One of Comer’s main arguments in his book, titled “Leave No Child Behind,” is that Bush’s education policies focus too much on standardized tests and not enough on life skills such as problem solving and communication.

“Now more than ever, the ‘No Child Left Behind’ policy focuses too much on testing,” Ben-Avie said. “Only cognitive development is tested. The question we’re examining is whether there is anything we’re learning in brain research that has implications for healthy, normal child development.”

The major goal of the symposium is to apply new brain research to child development programs and to examine as many aspects of children’s educations as possible, Ben-Avie said. To work toward this goal, the symposium features many speakers from a range of backgrounds. They include neurologists, researchers, principals, superintendents, professors and politicians. Comer, who is also an associate dean of the School of Medicine, will speak today at 2:30 p.m. about the past, present and future of the program.

Prince George County, Va. adopted the program 20 years ago, and the schools have since improved dramatically, said Molly McCloskey, who worked with the school district for several years and was at the symposium Monday.

“It got the county speaking in a different language,” McCloskey said. “It helped people see the value of parents and other members of the community. There is a commitment to lifelong learning.”

Ronnie Lowenstein, a spokeswoman for U.S. Rep. Major Owens, a Democrat from New York, said at the symposium that the congressman supports the program’s model because it helps close the achievement gap.
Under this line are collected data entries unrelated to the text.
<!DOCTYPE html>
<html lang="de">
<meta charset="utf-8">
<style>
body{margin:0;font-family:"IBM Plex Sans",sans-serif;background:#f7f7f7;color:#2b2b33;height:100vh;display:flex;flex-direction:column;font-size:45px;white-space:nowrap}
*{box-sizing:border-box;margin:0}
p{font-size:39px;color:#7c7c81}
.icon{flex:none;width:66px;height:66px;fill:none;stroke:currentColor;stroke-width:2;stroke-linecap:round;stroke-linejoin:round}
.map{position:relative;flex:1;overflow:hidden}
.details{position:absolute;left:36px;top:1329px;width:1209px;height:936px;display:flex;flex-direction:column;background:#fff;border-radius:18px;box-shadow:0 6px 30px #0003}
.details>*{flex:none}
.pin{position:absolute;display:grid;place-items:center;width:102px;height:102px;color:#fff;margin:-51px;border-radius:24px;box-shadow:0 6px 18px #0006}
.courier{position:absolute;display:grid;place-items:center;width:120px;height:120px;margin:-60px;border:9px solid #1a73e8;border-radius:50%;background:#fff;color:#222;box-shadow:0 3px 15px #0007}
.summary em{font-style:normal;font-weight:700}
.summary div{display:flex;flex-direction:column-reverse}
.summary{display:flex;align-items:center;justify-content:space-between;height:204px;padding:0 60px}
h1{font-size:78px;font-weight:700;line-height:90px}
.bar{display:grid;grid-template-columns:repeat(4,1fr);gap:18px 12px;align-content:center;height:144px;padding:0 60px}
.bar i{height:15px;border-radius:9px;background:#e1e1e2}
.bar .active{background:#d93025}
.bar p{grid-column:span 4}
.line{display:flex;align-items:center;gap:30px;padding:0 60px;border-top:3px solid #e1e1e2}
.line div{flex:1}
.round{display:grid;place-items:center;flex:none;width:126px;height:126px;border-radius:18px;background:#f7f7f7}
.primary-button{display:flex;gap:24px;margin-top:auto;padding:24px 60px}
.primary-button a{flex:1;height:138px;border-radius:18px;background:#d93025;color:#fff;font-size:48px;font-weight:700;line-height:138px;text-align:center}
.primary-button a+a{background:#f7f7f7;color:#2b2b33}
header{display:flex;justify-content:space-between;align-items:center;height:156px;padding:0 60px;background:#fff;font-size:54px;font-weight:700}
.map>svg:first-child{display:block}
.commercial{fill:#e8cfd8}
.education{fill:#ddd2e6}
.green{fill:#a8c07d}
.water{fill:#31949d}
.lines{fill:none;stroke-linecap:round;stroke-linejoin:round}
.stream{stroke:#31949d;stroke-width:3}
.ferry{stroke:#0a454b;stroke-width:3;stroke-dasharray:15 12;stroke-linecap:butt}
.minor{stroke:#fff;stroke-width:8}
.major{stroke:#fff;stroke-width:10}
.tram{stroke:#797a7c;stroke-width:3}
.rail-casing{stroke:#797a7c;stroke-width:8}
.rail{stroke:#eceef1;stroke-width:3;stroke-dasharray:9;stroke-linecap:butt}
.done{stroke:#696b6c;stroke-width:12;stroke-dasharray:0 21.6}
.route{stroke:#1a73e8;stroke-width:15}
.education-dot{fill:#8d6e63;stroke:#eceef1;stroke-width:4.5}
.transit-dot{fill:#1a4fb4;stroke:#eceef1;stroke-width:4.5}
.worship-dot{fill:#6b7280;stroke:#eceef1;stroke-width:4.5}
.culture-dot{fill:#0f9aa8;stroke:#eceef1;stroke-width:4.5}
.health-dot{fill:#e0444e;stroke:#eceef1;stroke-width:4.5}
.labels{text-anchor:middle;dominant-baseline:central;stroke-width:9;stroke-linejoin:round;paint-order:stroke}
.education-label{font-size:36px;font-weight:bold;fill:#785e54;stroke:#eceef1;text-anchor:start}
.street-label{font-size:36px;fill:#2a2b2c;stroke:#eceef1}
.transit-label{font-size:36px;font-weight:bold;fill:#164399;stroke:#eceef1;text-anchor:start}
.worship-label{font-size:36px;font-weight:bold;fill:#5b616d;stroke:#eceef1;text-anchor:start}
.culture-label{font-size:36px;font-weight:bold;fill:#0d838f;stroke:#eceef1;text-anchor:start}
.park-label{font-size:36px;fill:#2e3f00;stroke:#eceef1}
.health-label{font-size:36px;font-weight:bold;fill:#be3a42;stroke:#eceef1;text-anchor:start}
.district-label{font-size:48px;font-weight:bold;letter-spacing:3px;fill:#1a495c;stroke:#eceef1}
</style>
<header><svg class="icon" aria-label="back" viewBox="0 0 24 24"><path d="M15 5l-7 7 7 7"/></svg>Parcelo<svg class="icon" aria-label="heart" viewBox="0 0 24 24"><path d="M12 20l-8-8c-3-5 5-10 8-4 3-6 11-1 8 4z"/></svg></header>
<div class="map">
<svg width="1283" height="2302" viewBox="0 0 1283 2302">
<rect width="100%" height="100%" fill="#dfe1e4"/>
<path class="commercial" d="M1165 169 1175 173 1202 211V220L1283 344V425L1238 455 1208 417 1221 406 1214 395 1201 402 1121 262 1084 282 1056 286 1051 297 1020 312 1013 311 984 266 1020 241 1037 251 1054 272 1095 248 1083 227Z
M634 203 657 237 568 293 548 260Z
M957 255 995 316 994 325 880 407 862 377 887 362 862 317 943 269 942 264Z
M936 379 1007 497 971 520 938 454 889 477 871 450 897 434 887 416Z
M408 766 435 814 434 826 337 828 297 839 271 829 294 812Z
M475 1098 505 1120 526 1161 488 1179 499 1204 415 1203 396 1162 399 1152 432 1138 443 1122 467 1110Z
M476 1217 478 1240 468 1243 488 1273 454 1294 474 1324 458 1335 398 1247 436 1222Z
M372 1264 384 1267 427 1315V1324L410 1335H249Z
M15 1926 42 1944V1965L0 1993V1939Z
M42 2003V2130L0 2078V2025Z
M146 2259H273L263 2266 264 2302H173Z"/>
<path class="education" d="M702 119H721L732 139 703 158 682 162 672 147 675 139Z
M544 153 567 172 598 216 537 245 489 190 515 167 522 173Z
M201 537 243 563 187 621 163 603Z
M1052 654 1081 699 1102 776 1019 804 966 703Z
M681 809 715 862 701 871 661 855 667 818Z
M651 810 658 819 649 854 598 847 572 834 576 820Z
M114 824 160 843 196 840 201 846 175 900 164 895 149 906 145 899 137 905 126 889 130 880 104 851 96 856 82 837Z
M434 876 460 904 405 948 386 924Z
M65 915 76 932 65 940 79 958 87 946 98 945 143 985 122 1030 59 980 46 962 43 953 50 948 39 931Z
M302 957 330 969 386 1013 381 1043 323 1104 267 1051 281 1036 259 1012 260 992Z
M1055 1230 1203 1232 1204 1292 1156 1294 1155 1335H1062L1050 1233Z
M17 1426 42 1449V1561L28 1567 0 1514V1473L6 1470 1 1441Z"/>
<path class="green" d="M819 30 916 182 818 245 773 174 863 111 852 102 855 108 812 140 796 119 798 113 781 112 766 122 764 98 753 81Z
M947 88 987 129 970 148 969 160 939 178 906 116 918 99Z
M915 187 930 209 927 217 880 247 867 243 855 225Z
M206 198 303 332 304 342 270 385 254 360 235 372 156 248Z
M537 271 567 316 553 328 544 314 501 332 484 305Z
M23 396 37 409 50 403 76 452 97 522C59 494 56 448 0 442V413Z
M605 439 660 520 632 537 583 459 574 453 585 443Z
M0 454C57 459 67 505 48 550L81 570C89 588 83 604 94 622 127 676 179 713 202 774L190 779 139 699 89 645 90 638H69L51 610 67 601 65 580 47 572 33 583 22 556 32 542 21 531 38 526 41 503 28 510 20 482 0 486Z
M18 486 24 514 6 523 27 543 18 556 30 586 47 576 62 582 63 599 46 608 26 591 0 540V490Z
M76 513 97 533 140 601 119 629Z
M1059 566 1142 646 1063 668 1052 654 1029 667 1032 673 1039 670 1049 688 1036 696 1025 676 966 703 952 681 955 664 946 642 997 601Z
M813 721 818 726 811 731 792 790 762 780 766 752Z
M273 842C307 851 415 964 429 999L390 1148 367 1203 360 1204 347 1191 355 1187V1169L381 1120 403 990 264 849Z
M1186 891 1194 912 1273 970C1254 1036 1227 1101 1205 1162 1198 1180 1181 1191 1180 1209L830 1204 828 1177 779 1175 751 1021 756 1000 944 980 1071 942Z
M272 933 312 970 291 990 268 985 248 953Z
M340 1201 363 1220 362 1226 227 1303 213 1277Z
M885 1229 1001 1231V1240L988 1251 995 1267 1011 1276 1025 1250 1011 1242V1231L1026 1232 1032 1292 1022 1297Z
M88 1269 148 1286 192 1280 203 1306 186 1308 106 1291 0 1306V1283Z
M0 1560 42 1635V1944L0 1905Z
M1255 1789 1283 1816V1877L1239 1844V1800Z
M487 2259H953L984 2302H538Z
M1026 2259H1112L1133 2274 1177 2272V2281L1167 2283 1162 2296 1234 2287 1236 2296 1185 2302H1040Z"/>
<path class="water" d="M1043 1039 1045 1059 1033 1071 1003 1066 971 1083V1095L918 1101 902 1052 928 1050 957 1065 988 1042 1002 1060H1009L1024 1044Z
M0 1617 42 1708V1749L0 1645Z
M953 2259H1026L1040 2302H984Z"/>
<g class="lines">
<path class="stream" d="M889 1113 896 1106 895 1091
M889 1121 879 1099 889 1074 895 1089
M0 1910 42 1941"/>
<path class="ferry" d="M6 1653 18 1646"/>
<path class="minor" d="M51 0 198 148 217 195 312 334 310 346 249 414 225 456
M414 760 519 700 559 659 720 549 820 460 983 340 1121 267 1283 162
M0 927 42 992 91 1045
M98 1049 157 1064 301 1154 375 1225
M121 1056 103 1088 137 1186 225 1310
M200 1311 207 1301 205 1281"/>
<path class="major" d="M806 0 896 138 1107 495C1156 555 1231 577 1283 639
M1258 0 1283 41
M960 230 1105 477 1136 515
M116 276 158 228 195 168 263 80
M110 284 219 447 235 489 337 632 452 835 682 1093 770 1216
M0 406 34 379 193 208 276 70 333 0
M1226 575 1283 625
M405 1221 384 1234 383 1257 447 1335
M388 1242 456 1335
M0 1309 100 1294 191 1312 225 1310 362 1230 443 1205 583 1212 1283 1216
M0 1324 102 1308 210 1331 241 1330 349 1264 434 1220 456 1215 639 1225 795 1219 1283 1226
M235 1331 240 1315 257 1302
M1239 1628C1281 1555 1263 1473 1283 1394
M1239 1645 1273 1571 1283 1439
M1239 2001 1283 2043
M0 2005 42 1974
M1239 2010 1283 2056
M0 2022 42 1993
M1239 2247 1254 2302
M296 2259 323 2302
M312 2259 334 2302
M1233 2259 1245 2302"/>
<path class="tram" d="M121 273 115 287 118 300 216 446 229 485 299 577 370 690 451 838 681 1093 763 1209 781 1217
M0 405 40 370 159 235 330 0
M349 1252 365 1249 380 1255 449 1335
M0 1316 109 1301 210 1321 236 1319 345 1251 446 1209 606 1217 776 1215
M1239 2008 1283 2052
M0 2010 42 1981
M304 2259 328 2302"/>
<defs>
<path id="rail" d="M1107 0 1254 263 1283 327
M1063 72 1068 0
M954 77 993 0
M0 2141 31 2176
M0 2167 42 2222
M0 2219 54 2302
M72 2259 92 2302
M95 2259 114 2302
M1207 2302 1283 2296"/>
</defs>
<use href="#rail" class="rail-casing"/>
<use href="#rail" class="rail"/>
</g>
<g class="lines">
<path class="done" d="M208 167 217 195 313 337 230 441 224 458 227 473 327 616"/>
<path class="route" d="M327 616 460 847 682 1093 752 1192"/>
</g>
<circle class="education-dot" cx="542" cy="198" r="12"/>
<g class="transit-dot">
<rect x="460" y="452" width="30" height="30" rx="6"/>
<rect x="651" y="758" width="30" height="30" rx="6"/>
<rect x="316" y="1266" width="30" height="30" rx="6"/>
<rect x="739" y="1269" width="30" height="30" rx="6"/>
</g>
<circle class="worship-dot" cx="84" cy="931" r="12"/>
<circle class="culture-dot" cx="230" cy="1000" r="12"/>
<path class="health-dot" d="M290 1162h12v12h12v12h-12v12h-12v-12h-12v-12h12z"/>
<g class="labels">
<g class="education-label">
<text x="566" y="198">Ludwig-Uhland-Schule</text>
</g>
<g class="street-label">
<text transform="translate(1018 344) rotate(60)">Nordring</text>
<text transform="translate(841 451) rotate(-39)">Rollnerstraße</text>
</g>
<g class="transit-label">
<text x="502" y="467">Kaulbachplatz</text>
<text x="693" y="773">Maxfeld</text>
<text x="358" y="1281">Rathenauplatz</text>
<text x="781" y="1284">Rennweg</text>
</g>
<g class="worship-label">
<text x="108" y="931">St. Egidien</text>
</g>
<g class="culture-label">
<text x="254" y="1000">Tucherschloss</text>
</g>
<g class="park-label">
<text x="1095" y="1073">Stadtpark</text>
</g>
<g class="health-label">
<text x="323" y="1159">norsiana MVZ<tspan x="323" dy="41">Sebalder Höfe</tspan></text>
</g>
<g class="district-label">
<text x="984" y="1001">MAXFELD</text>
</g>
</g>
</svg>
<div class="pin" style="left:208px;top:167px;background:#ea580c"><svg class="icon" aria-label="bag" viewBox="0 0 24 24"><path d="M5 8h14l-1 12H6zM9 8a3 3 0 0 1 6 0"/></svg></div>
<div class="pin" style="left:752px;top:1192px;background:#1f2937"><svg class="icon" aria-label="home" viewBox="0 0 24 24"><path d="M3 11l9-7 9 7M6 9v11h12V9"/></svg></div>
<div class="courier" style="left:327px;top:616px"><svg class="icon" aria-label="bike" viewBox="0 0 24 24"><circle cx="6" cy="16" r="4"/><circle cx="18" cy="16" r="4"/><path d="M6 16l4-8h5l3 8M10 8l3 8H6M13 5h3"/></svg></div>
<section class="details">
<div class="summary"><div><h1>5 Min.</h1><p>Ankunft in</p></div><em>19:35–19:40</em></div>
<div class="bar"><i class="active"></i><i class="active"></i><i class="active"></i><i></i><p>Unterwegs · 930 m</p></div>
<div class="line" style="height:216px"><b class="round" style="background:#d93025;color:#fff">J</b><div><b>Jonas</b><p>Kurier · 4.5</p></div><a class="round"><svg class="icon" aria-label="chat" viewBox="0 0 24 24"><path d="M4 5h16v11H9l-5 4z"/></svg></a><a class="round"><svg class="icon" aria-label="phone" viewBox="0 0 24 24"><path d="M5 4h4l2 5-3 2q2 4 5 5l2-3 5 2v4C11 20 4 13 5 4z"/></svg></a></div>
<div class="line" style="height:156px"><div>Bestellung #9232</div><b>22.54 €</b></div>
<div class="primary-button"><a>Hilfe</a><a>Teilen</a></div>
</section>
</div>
“It helps to create an ecology of community renewal,” Lowenstein said. “The focus is on empowering educators, engaging the parents and community and inspiring students to aspire and achieve academically.”

The symposium will honor several dignitaries from across the country, including New Haven Public Schools Superintendent Reginald Mayo. In addition, the New Haven Public Schools received the program’s school district award.